Legislature rejects unit cap proposal for CSU, UC

To the relief of some groups, the California State Legislature rejected Gov. Jerry Brown’s proposal to implement a unit cap for Cal State University and University of California students.

However, the cap could be included in the May revise, according to Meredith Vivian, director of government relations at the California State Student Association.

According to Brown’s budget proposal released in January California’s higher education system needs improvement in funding as well as its transfer and completion rates. Brown’s budget proposal allocates increased funding to the CSU system with one of his goals being to increase graduation rates.

The unit cap policy proposes that for the first two years of its implementation, students in CSUs may take up to a total of 180 units, equivalent to about 150 percent of the units required to complete most degrees. The years following, the cap would drop to 150 units, the equivalent to five years of being a full-time student, Vivian said.

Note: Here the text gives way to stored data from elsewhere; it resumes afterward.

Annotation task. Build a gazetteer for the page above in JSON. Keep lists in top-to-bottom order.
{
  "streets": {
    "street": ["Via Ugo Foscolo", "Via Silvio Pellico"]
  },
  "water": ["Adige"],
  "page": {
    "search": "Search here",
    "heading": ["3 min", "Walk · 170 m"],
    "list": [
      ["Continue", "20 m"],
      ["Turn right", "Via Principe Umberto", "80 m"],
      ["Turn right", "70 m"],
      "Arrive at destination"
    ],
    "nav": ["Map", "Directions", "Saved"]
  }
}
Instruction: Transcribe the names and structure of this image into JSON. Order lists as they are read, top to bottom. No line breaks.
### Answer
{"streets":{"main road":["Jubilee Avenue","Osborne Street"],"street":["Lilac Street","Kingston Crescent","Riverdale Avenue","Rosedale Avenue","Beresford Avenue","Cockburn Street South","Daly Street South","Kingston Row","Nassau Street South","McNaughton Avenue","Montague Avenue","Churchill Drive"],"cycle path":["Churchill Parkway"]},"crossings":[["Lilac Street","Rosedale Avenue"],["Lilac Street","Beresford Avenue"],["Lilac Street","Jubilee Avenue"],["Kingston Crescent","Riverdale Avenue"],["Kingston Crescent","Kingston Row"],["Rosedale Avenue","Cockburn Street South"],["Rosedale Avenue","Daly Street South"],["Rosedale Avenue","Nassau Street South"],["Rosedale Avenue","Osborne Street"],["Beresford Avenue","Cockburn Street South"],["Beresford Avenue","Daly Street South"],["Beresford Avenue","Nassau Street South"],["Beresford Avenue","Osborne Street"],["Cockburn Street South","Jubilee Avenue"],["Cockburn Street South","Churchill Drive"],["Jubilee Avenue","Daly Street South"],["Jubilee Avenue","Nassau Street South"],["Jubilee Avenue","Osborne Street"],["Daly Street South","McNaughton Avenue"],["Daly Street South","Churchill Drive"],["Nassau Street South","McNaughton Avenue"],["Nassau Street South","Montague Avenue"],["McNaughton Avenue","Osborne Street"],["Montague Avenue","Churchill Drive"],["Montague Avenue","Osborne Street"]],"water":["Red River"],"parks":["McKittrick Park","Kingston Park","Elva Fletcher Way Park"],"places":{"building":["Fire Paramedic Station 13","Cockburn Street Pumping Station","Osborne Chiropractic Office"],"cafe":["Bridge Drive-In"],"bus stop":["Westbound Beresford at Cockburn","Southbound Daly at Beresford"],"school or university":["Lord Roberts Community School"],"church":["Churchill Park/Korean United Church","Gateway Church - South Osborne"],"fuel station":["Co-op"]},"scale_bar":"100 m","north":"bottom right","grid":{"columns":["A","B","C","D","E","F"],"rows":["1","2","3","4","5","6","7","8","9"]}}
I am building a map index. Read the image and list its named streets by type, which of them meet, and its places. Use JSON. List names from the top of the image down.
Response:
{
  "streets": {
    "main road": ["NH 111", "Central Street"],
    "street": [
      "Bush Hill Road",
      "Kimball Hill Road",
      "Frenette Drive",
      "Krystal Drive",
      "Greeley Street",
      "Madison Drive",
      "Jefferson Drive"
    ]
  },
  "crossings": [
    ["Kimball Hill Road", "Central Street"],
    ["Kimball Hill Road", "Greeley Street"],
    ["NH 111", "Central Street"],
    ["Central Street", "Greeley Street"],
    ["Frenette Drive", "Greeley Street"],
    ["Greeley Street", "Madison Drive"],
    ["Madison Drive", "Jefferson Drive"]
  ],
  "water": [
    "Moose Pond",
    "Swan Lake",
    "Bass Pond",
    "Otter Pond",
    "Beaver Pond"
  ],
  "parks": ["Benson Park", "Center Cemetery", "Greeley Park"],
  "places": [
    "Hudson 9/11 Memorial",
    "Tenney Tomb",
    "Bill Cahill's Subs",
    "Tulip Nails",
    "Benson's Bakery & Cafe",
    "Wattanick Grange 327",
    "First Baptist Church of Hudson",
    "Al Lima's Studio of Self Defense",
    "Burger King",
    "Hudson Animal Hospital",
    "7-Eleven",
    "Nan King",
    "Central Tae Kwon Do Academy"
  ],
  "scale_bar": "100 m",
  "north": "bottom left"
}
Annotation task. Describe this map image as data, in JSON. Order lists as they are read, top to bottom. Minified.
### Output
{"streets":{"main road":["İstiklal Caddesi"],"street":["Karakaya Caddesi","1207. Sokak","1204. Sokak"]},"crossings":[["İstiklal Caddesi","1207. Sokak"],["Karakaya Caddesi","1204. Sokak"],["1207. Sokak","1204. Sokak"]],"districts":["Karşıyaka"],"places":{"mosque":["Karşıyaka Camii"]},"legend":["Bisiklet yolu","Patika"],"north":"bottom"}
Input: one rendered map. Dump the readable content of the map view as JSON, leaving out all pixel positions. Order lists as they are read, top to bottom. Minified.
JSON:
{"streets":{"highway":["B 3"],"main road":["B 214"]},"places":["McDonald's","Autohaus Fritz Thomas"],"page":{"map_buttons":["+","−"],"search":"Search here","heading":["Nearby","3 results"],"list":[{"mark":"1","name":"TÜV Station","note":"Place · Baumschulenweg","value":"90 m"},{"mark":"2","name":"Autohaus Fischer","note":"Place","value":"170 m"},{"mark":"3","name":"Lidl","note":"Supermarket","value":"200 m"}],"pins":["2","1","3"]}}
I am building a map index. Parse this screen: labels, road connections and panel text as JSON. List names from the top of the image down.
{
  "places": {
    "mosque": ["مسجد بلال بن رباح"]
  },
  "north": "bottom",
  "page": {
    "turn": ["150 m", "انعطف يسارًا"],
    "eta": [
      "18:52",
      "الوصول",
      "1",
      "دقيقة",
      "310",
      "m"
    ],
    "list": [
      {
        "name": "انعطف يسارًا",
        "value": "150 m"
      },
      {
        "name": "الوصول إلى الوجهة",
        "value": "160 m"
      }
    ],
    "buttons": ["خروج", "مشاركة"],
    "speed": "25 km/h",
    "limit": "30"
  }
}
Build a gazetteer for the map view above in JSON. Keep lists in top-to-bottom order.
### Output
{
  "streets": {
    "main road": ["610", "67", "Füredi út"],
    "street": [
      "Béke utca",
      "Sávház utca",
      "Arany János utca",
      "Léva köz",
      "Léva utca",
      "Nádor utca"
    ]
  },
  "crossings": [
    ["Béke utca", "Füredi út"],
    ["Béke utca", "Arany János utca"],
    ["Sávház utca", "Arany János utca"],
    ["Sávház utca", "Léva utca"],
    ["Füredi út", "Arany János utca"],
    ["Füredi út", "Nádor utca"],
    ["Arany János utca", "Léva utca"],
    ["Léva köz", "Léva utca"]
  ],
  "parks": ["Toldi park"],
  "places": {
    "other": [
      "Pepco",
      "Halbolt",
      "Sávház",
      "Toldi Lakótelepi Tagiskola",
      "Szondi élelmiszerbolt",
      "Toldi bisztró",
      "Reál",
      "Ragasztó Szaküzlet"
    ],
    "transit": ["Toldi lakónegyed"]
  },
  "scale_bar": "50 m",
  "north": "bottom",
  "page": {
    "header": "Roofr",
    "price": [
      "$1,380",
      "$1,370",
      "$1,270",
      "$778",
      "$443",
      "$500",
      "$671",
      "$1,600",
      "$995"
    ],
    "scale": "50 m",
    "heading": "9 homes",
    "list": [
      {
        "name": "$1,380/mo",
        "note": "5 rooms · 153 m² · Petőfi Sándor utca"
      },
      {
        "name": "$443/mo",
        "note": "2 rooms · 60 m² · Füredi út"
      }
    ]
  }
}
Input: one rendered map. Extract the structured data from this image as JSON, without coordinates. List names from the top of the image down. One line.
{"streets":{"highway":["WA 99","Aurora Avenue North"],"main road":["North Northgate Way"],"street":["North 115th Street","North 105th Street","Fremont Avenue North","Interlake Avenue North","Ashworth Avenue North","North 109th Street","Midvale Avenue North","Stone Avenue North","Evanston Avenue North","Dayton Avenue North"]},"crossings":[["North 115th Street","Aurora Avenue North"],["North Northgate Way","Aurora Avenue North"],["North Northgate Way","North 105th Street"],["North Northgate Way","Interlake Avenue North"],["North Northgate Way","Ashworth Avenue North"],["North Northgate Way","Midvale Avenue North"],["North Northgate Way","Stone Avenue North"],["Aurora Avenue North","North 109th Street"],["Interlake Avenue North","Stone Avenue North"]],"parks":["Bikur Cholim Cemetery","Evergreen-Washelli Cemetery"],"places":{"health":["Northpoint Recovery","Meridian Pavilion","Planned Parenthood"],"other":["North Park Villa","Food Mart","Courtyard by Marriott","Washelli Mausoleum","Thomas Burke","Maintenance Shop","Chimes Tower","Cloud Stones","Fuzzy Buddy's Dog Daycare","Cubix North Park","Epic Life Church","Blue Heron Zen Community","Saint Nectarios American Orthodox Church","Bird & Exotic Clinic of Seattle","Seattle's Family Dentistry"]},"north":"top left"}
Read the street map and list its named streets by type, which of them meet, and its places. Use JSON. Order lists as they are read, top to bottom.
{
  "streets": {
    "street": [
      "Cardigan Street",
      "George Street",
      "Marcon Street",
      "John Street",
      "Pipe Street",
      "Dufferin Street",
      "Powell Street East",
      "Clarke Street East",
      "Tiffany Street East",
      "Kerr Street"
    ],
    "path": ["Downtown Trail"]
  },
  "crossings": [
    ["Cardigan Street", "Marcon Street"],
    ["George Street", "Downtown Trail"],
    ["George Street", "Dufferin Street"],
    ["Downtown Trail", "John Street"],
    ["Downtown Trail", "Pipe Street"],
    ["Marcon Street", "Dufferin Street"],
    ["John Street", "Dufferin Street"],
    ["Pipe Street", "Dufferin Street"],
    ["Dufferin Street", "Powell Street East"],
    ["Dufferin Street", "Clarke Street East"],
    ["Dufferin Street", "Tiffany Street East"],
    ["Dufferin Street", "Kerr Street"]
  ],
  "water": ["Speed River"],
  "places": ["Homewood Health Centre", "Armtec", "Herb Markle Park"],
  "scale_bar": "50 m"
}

According to Brown’s proposal, only 16 percent of CSU students are completing their degree within four years.

Should the proposed policy go into effect, a student who surpasses the unit cap would be responsible for covering the full cost of tuition.

“We all would go to school subsidized. Even if you’re paying the full cost of tuition at CSU, about $5,400, there’s another half of that being paid for by the state,” Vivian said. “So the real cost of tuition is about $11,000.”

Cal State Long Beach Provost Donald Para said that the discussion of Brown’s proposed unit cap is about access, and the longer a student stays on campus, the more likely that student is taking a spot from another.

“When you get 88,000 applications for admission, we’re only going to see 9,000 of those students next year, maybe 4,500 [undergraduates] and 4,500 transfer students,” Para said.

The proposed unit cap would affect only about 2 percent of CSU students, or 10,000 students of a 420,000 CSU student population, according to Vivian.

In comparison to other CSUs, CSULB fairs poorly in four-year graduation rates and above average in six-year graduation rates, according to Para.

Para said the concern is three-fold: first, the longer a student stays on campus, the less space there is for other students; second, the longer a student takes to graduate, the longer that student takes to get to graduate school and on to a career; and lastly, those students are paying money instead of earning it.

“The current [unit cap] proposal doesn’t provide a lot of information as to why this is the correct policy to do that,” Vivian said. “Our concern is that the CSU serves a lot of non-traditional students.”

Some non-traditional students – or students older than 30 years old – have children, families or full-time jobs, or they have left college and are returning after accruing a high unit count, according to Vivian.

Vivian said an alternative could be trying to implement the unit cap at a system-wide level or even a campus level.

“Hopefully we won’t see it again, but if it is still in [the proposal] we’ll go back out to the Legislature and educate them as to why we don’t think this is the appropriate policy,” Vivian said.

The Associated Students Inc. Senate also passed a resolution in March against Brown’s unit cap proposal, and ASI executives personally delivered the resolution to Brown at the CSU Board of Trustee’s March meeting.

“The Legislature rejecting the policy was a clear indication that students’ voices are being heard, contrary to popular belief,” said Jeanice Warden, principle consultant of Assembly Committee on Higher Education.

The May revise is expected to be presented within the week of May 12.